[Work task]
From the first line of the data below through the line holding "position:absolute; right:15px; top:15px;", output each line exactly and leave the pictures out.

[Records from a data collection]
_ _ _ _ _ _ _
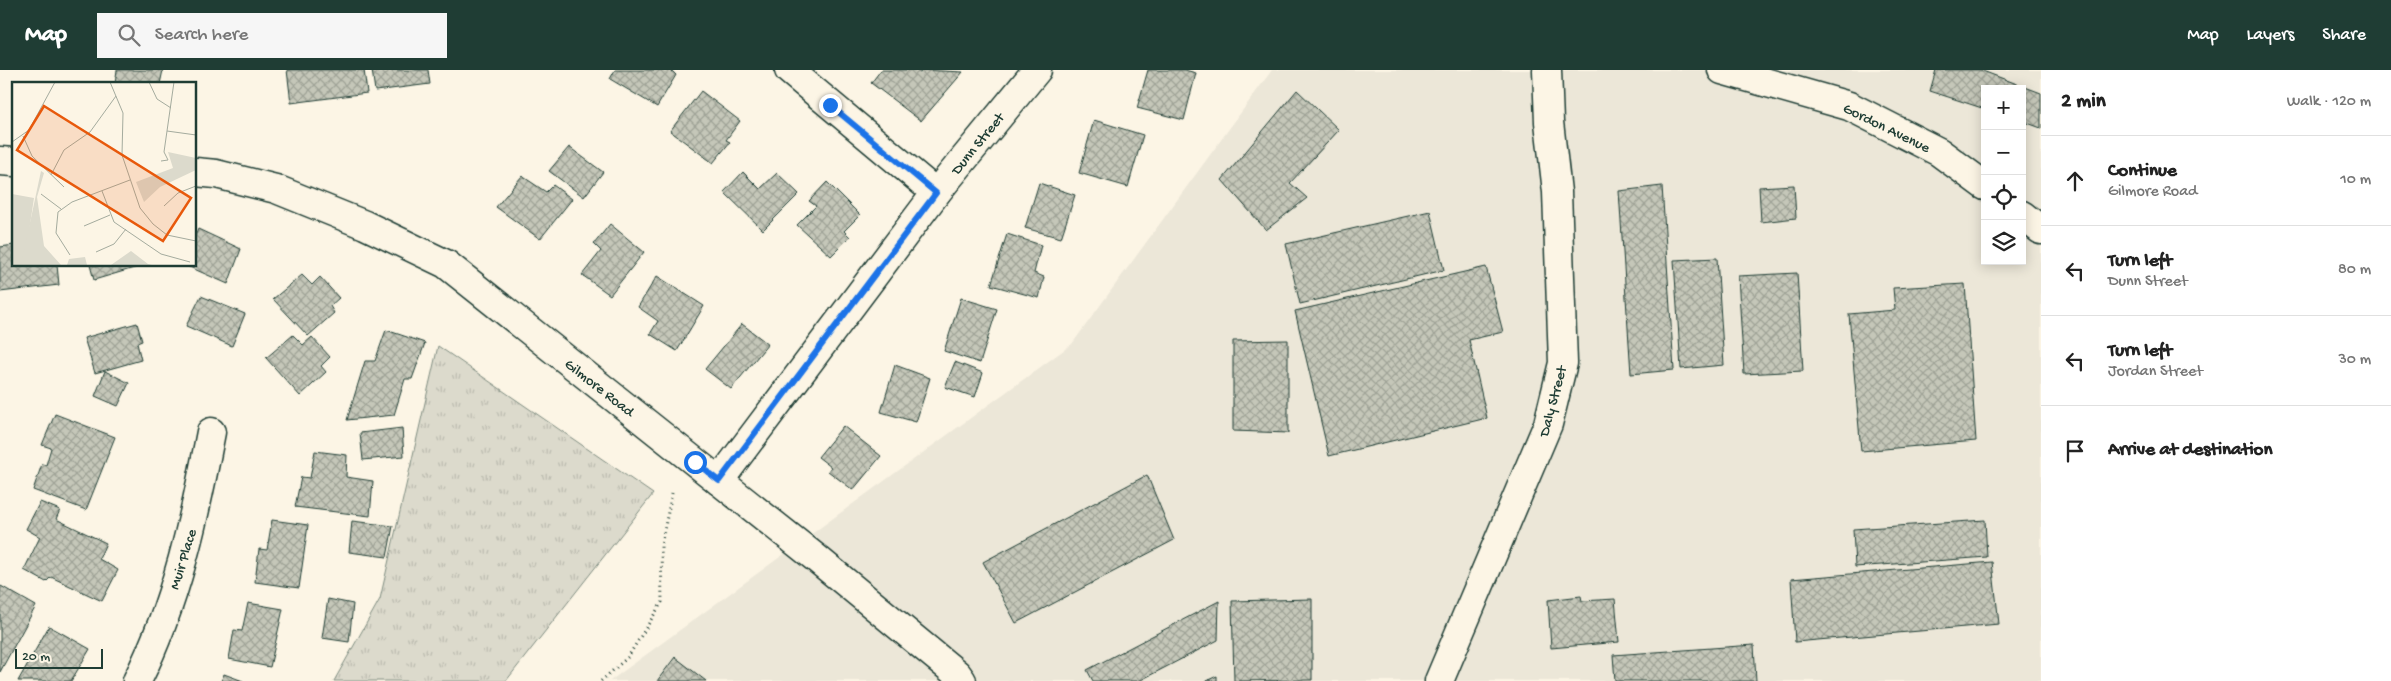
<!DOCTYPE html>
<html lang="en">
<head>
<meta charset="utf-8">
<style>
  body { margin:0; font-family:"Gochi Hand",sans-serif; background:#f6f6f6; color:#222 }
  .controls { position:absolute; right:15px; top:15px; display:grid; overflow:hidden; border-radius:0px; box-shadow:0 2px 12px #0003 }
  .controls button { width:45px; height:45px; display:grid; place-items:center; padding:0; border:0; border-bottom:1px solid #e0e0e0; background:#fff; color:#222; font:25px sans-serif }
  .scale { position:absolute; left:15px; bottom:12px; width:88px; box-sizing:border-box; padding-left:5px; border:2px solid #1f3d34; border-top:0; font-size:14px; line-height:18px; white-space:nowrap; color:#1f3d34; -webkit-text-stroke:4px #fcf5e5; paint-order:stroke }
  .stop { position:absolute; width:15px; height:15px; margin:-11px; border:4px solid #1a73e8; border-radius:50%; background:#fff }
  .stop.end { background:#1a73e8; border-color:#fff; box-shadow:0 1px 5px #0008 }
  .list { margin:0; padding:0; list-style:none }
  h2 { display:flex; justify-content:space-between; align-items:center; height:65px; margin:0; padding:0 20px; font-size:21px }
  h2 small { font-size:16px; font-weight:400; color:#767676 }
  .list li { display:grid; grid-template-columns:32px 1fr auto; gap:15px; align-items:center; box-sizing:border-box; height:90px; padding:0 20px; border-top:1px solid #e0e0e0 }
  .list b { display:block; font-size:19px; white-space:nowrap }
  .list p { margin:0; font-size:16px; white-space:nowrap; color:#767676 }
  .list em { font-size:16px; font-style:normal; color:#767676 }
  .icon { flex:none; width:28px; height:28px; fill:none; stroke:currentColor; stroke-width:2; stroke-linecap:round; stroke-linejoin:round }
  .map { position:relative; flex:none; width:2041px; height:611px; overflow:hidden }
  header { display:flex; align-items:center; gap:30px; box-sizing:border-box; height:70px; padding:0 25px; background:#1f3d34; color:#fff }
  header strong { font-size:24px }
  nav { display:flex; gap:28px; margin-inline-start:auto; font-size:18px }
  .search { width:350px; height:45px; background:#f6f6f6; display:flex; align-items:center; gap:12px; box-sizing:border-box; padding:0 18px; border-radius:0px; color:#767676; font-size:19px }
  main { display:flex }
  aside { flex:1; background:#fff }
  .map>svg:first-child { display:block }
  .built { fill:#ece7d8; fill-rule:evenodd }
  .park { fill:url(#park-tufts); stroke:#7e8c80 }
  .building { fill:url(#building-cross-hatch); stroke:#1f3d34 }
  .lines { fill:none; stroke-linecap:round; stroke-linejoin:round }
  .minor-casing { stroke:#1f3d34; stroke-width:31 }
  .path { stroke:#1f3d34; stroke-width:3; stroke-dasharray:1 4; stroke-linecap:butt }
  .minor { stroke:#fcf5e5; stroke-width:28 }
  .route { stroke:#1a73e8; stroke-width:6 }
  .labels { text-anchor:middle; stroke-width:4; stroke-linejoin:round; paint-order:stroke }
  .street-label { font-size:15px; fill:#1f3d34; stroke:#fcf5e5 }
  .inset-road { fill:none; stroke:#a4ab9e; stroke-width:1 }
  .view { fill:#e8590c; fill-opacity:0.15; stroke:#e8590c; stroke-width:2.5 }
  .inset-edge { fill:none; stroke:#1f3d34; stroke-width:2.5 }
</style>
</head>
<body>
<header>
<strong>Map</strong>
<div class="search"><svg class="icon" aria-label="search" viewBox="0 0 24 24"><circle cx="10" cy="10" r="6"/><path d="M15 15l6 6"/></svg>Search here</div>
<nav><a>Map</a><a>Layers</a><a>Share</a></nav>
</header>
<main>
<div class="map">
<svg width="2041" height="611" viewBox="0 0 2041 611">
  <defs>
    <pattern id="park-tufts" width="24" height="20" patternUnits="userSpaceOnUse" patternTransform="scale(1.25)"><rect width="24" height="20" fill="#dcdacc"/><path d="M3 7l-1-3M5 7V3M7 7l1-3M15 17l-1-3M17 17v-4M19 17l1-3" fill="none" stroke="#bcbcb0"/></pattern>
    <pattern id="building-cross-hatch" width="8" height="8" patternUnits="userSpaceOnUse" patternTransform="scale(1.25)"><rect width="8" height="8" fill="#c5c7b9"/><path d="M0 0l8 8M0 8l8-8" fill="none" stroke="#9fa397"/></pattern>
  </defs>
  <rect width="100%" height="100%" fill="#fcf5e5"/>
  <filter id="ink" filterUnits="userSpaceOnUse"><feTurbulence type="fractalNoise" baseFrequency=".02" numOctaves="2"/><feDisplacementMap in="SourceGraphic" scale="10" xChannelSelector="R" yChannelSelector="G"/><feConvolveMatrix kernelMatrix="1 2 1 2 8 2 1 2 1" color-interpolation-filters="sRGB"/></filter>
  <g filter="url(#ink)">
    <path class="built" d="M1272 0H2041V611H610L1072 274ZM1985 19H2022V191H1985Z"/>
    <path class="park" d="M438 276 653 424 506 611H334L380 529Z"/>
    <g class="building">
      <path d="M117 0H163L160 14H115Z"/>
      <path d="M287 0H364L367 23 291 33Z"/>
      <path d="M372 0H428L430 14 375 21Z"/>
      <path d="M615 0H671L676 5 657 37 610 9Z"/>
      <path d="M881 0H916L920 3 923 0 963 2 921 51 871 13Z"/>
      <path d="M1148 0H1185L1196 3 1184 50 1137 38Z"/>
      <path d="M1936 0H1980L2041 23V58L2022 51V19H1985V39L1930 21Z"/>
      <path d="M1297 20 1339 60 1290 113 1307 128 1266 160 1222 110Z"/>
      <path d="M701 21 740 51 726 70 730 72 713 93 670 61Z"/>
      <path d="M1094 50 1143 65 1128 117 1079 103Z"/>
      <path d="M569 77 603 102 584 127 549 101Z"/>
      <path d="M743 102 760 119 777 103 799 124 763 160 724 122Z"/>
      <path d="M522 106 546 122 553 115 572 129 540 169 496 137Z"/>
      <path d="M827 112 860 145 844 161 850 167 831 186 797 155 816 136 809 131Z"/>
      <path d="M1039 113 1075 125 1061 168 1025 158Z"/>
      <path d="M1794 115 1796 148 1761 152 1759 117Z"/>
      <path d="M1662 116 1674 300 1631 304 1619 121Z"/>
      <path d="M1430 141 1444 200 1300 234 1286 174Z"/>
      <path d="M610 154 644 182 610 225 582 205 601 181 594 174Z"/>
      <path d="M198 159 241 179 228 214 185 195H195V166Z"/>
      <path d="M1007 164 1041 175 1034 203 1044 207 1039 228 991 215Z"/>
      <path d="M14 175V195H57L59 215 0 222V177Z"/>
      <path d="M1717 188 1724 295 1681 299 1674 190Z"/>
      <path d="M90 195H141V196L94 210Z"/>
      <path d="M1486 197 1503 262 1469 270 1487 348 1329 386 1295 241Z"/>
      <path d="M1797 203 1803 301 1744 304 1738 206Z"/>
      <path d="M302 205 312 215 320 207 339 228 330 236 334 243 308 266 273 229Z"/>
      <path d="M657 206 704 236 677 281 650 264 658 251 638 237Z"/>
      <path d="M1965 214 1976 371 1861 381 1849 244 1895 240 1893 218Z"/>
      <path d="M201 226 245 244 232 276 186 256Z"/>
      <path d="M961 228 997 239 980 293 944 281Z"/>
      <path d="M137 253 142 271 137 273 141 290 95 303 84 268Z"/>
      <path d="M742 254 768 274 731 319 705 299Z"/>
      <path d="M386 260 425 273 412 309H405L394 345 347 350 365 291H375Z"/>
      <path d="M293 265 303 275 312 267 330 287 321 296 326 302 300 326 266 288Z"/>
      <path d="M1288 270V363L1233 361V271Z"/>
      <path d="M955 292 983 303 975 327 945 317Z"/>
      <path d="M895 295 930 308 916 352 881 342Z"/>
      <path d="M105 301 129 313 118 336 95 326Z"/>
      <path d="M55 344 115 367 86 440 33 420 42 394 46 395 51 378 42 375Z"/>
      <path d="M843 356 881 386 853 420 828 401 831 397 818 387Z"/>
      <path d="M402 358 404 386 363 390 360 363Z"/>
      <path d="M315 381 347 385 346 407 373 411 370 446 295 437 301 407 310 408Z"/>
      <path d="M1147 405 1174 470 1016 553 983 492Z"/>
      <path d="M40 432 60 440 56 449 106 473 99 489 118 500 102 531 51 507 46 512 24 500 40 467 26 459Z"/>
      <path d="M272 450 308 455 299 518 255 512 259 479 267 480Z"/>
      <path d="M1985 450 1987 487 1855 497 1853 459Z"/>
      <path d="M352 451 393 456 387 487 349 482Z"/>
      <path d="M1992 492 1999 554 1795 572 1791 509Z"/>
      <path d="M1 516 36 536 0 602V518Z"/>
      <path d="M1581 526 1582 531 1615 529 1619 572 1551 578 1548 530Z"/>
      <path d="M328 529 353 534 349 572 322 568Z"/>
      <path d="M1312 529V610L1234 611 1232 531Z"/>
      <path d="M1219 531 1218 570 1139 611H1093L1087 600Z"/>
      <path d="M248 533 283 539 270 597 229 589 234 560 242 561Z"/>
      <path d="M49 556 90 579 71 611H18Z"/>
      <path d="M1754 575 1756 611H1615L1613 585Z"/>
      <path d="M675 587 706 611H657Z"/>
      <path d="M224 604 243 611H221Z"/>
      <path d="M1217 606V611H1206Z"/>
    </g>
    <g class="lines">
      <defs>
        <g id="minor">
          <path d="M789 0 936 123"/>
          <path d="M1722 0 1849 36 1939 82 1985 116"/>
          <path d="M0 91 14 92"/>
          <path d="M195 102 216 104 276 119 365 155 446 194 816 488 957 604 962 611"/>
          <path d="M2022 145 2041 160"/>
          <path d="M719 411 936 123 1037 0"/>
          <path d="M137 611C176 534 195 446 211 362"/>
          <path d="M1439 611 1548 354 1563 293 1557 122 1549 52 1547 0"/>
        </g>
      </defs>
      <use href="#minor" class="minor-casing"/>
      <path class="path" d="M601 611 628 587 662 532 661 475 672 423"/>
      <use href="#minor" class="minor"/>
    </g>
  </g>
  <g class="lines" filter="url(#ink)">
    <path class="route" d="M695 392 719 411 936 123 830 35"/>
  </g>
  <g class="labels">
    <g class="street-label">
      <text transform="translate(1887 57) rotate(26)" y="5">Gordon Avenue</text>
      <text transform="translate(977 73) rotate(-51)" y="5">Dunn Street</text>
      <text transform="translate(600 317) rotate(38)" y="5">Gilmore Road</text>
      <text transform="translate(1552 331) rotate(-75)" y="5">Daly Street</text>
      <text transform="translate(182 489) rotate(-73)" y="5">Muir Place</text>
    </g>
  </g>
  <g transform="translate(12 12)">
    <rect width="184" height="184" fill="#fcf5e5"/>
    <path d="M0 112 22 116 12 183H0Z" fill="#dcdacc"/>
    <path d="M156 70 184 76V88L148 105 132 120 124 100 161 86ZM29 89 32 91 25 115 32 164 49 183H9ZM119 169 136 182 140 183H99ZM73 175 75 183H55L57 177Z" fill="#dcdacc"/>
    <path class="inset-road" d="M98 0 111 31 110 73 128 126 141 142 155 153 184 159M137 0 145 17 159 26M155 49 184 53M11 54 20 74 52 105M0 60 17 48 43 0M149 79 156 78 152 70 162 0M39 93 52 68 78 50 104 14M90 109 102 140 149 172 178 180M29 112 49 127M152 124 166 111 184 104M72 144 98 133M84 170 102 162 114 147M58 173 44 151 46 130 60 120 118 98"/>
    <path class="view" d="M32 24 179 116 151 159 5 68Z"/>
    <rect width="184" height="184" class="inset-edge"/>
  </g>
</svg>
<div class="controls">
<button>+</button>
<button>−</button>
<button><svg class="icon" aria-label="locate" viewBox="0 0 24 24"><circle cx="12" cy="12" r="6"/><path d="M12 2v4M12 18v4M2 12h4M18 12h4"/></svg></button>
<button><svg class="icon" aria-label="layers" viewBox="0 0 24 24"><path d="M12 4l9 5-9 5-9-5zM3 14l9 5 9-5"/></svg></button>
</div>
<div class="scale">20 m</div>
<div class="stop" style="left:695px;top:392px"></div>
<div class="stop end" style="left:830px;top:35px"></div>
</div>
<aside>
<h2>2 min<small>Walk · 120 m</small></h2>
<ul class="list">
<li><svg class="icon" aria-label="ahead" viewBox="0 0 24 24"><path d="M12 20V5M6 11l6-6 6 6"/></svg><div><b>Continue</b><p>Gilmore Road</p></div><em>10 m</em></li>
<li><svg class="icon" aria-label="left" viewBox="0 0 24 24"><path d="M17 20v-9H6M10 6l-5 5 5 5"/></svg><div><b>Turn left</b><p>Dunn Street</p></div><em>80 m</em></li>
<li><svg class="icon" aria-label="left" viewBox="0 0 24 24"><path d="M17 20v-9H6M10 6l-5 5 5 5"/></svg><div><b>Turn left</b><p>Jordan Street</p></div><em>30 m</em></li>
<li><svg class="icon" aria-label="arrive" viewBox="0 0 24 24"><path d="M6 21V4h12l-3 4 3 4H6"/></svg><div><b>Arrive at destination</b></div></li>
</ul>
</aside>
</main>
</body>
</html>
_ _ _ _ _ _ _
[Your response]
<!DOCTYPE html>
<html lang="en">
<head>
<meta charset="utf-8">
<style>
  body { margin:0; font-family:"Gochi Hand",sans-serif; background:#f6f6f6; color:#222 }
  .controls { position:absolute; right:15px; top:15px; display:grid; overflow:hidden; border-radius:0px; box-shadow:0 2px 12px #0003 }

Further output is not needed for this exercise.